Now the industry seems ready to jump at the opening, lest candidates form antidevelopment platforms based on citywide woes about affordable housing and overdevelopment.

“You’ve got a different dynamic than New York has had at any time since parts of the 80’s, where there is a pushback against development,” Mr. Fisher said. “I think that’s what’s causing the real estate industry to mobilize.”

Furthermore, a change in the city’s campaign finance law has led those who do any business with the city to rush in with contributions, as starting next month their donations to mayoral candidates would be capped at $400, a pittance compared with the $4,950 allowed now. The law, which was pushed through the Council last year by the mayor and Ms. Quinn, applies to lobbyists and those that have pending zoning changes and other contracts with the city.

Surely aware of the coming restrictions, many developers poured money into campaigns citywide in the past six months, bringing their total donated to all campaigns far past the same point in previous elections.

“I think it’s the pressure of the campaign financing law, and the candidates, not just for mayor, are asking for money earlier than before,” the president of REBNY, Steven Spinola, said. “The dollars are going earlier because the candidates are pushing for it earlier.”

Employees of the Related Companies, for example, one of the city’s most active developers, led by REBNY’s chairman, Stephen Ross, donated more than $60,000 total to Ms. Quinn and Mr. Weiner, part of the $143,000 they gave to candidates citywide. Eight years earlier, in the 2001 election, Related employees contributed almost one-third of that, $53,950, to all citywide candidates.

But grabbing the crown for the most in contributions was Rudin Management, the longtime family-run firm led by Association for a Better New York chairman William Rudin. The firm, which gave $84,150 total to all three potential mayoral candidates and $194,000 citywide, is vying to build a 650,000-square-foot residential development as part of a new medical building at St. Vincent Medical Center in the Village (part of Ms. Quinn’s district).

Whatever the reasons, candidates are raising a tremendous amount from the real estate industry, with Ms. Quinn and Mr. Weiner each taking in about one-fourth of their donations from those in the real estate and construction industries. A tally of their donations, which lists donors’ employers, shows that Ms. Quinn raised at least $680,000 of her total $2.47 million from the industry; Mr. Weiner took in at least $915,000 of his $3.6 million. Mr. Thompson, who’s looked more to the financial industry than his potential rivals have, took in at least $400,000 from the real estate industry, about 14 percent of his total raised this cycle. (Brooklyn Borough President Marty Markowitz, exploring a mayoral candidacy, also has relied heavily on the real estate industry for the $850,000 he’s raised.)

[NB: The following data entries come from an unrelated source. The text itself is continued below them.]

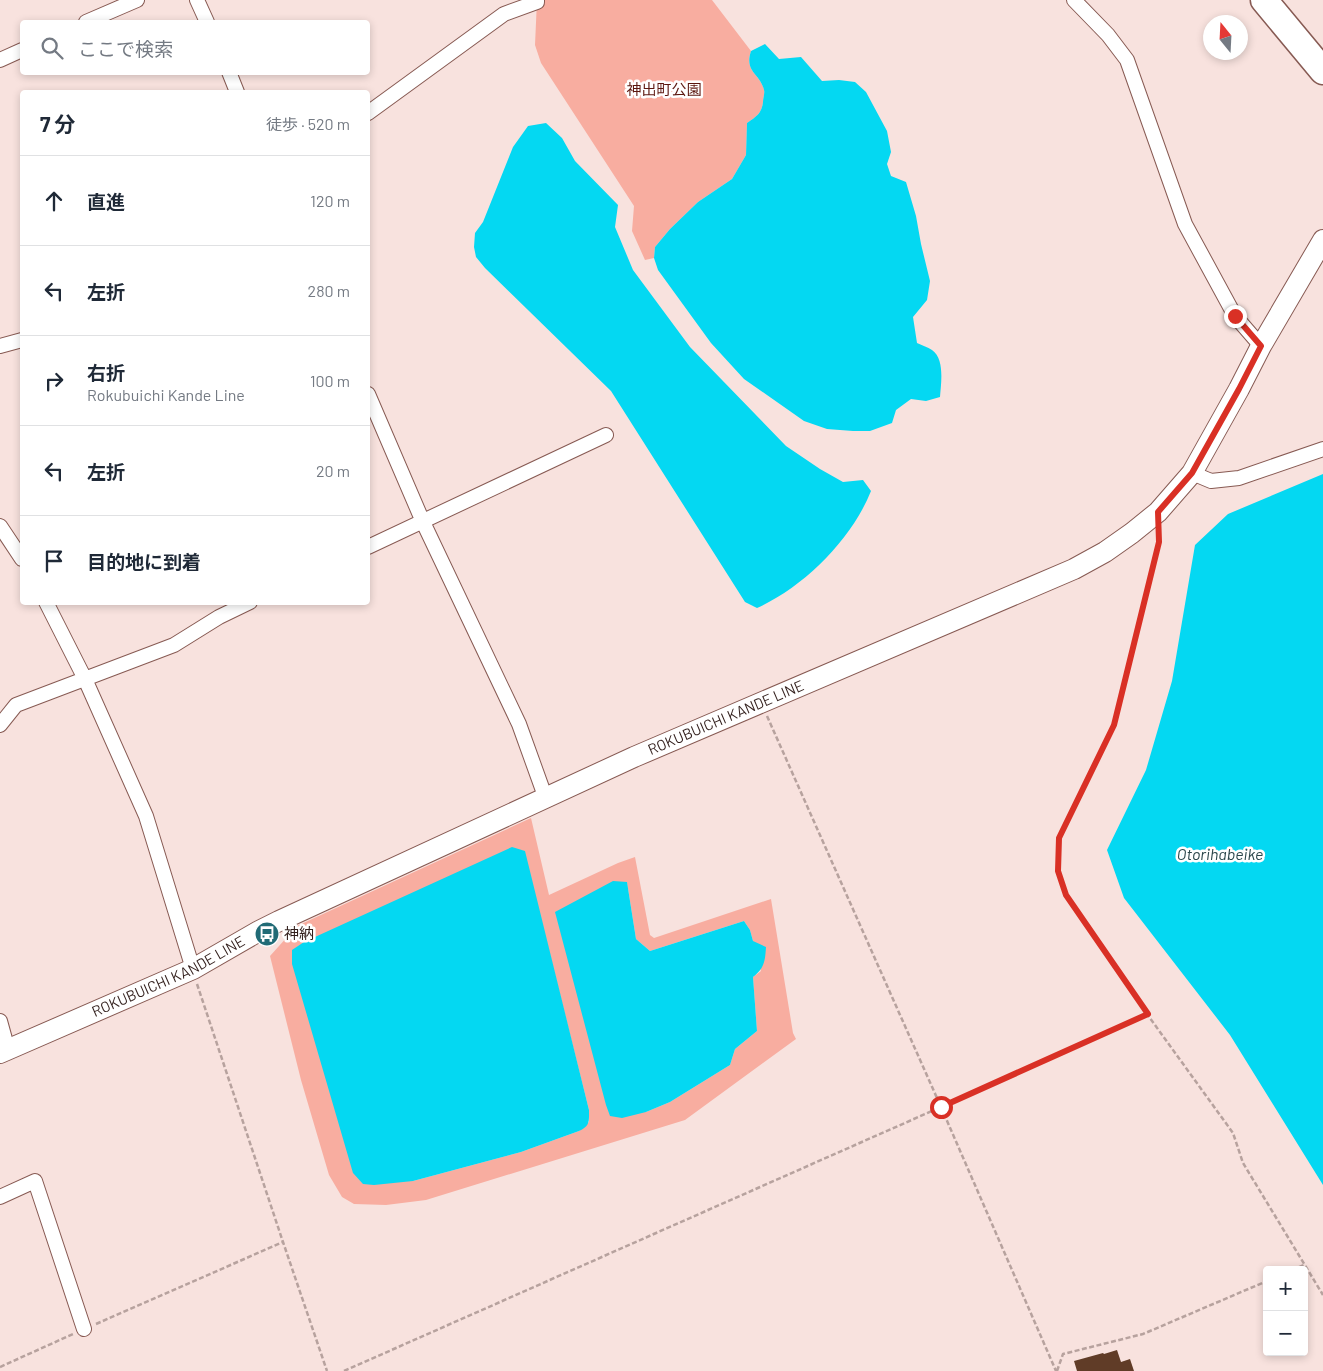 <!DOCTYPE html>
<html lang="ja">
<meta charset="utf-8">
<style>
body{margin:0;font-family:Barlow,"Noto Sans JP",sans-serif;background:#f6f6f7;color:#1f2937}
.controls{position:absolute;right:15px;bottom:15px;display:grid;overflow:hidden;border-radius:5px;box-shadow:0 2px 8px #0003}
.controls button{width:45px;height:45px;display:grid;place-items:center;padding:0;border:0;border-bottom:1px solid #e0e1e3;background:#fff;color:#1f2937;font:25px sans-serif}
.compass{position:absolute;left:1203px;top:15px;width:45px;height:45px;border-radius:50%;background:#fff;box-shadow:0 2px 8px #0003;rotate:342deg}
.stop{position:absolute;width:15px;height:15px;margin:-11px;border:4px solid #d93025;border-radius:50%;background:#fff}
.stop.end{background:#d93025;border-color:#fff;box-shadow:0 1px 5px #0008}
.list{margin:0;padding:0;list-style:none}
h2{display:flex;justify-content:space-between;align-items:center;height:65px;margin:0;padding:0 20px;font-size:21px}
h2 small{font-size:16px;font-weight:400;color:#747a83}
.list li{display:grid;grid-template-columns:32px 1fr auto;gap:15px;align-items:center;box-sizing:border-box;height:90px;padding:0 20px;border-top:1px solid #e0e1e3}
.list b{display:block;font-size:19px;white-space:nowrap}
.list p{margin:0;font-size:16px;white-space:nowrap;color:#747a83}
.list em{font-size:16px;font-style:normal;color:#747a83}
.icon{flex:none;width:28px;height:28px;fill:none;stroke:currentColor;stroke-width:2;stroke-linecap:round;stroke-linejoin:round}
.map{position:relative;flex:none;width:1323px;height:1371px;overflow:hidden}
.search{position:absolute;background:#fff;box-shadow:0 2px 8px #0003;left:20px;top:20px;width:350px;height:55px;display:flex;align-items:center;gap:12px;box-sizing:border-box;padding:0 18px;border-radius:5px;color:#747a83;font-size:19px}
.panel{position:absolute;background:#fff;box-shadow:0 2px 8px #0003;left:20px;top:90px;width:350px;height:515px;border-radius:5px}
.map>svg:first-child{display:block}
.green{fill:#f8ada0;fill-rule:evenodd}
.water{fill:#04d8f2}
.building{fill:#603c27}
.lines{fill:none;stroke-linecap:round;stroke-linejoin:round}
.street-casing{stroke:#875a53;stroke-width:16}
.secondary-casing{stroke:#875a53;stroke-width:22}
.highway-casing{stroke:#875a53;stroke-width:29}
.path{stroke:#b7a29e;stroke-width:2.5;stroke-dasharray:5 2.5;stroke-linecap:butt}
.street{stroke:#fff;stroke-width:14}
.secondary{stroke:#fff;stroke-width:20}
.highway{stroke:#fff;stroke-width:26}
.route{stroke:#d93025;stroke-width:6}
.labels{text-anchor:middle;stroke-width:5;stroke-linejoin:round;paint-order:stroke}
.park-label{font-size:15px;fill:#5c170f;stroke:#fff}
.street-label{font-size:15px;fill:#311e1b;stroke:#fff}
.poi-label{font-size:15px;fill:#311e1b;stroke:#fff;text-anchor:start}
.water-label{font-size:16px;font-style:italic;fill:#2b474b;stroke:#fff}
</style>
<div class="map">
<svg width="1323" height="1371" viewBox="0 0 1323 1371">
<rect width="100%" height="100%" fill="#f8e2de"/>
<!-- green -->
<path class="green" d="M537,0h175l39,51c-7,21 9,22 13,39 1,3 -1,8 -1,12 -1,11 -7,15 -16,21l-1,32 -14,24 -34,23 -28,27 -15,18 -1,11 -9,2 -13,-29 2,-25 -93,-143 -6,-18z
M531,818l18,77 69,-32 17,-6 15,78 4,3 117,-39 22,134 3,6 -111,81 -259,80 -40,5 -32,-1 -12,-7 -13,-22 -28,-95 -31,-124 27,-30zM524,851l65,259v12l-10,9 -58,21 -108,29zM627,882l9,57 14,12 94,-30 6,9 11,41 -8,6 4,54 -22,18 -5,16 -60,37 -24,10z"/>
<!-- water -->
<path class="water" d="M765,44l14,15 22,-2 21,24 17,-1 16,2 11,10 21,39 4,21 -4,12 4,12 15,6 10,34 5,28 9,37 -3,19 -14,17 4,26c4,2 11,4 15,7 13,9 9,33 8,47l-14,4 -15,-2 -15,11 -4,13 -22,8h-17l-26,-2 -23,-8 -60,-42 -33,-36 -53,-73 -4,-12 1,-11 15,-18 28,-27 34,-23 14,-24 1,-32c9,-6 15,-10 16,-21 0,-4 2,-9 1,-12 -4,-17 -20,-18 -13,-39z
M546,123l16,15 13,23 43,44 -3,22 18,43 57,77 96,99 34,23 23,13 20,-2 8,11c-19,48 -67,96 -114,117l-12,-6 -134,-211 -126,-123 -9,-11 -2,-10 1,-14 8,-11 30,-75 15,-21z
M1323,474v711l-93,-150 -106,-137 -17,-48 39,-80 26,-89 23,-136 33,-31z
M512,847l13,4 64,259c0,12 1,16 -10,21l-58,21 -108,29 -39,4 -11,-1 -10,-11 -61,-209v-14l12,-8z
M613,881l14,1 9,57 14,12 94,-30 6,9 3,11 13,6c-1,14 -1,20 -13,30l4,54 -22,18 -5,16 -60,37 -24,10 -24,6 -12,-2 -4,-11 -51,-193z"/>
<!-- building -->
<path class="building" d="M1117,1350l4,12 9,-3 4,12h-57l-3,-10 29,-8 1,1z"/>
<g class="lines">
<defs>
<path id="street" d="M197,0l10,22
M1074,0l34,35 19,25 58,164 50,92 26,30
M86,22l51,-22
M0,60l22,-10
M229,72l8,20
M368,113l136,-99 33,-12v-2
M0,346l22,-6
M368,394l55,128 96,202 27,75
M1192,473l19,8 28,-3 84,-29
M0,526l22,33
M368,547l238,-112
M46,602l39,77 61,137 47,153
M0,725l16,-20 158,-60 45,-28 31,-15
M0,1021l8,29
M0,1197l35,-16 49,148"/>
<g id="secondary">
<path id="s1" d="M0,1053l193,-84 66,-38 20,-10 355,-164 440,-188 31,-17 27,-19 26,-21 34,-39 47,-84 22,-43 62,-106"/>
</g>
<path id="highway" d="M1264,0l59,71"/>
</defs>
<!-- street casing -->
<use href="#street" class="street-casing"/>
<!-- secondary casing -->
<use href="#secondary" class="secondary-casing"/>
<!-- highway casing -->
<use href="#highway" class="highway-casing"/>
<!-- path -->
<path class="path" d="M1158,532l1,10 -45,183 -55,114 -1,32 8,24 81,119 86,119 10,30 80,132
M767,716l174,391 115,264
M197,984l86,258 44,129
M1292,1270l12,-5
M96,1324l187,-82
M0,1367l73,-33
M344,1371l597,-264 206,-93
M1057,1371l6,-17 80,-20 124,-53"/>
<!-- street -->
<use href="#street" class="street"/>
<!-- secondary -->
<use href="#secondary" class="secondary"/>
<!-- highway -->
<use href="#highway" class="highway"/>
</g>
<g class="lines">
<!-- route -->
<path class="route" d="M941,1107l207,-93 -82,-119 -8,-24 1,-33 55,-113 45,-183 -1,-30 34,-39 47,-84 22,-43 -26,-30"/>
</g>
<!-- icons -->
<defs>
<symbol id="bus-disc" viewBox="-11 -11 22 22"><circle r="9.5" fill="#216b76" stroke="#fff"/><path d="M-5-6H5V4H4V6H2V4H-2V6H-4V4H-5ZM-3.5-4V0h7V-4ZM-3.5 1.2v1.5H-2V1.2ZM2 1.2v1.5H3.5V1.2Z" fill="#fff"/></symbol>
</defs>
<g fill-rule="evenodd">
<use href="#bus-disc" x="253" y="920" width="28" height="28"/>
</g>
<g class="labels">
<!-- park labels -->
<g class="park-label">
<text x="664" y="95">神出町公園</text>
</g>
<!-- street labels -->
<g class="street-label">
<text dy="5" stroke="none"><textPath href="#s1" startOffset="800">ROKUBUICHI KANDE LINE</textPath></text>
<text dy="5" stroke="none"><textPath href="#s1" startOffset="185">ROKUBUICHI KANDE LINE</textPath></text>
</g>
<!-- poi labels -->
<g class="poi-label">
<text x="284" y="939">神納</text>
</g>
<!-- water labels -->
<g class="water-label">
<text x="1220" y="860">Otorihabeike</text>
</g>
</g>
</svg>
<div class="controls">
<button>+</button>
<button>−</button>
</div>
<svg class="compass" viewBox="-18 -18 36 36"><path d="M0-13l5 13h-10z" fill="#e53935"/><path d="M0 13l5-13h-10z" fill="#747a83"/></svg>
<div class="stop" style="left:941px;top:1107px"></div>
<div class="stop end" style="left:1235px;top:316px"></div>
<div class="search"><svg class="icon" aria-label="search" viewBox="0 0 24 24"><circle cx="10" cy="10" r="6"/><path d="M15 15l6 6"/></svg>ここで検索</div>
<section class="panel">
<h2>7 分<small>徒歩 · 520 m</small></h2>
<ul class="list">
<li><svg class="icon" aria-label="ahead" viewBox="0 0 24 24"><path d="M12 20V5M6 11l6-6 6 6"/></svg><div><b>直進</b></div><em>120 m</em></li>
<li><svg class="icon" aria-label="left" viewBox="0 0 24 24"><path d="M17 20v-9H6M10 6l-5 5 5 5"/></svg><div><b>左折</b></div><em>280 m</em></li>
<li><svg class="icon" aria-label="right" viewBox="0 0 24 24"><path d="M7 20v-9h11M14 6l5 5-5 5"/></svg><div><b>右折</b><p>Rokubuichi Kande Line</p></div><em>100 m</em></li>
<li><svg class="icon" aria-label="left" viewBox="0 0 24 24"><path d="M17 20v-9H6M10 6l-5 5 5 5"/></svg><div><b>左折</b></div><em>20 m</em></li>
<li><svg class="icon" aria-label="arrive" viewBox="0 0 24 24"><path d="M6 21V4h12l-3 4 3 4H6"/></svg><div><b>目的地に到着</b></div></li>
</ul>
</section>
</div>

And in raising such money, old feuds seem to be put to rest. Listed as an intermediary—or bundler—for Ms. Quinn was Jay Kriegel, the executive director of NYC2012. Now at Related, the onetime booster of the city’s failed Olympics bid brought in $27,595 for the onetime opponent of the West Side stadium that was central to the bid. Related is vying for numerous projects that would go before the City Council and mayor, including the redevelopment of Pier 40 and the West Side rail yards, both in Ms. Quinn’s district. Ms. Quinn has rejected money from lobbyists, though she accepts donations from those who do business with the city.

In a statement, Stefan Friedman, a consultant for Ms. Quinn, said they were proud that “nearly 2,000 donors support Chris from all industries and all walks of life.”

Messrs. Thompson and Weiner did not respond to requests for comment.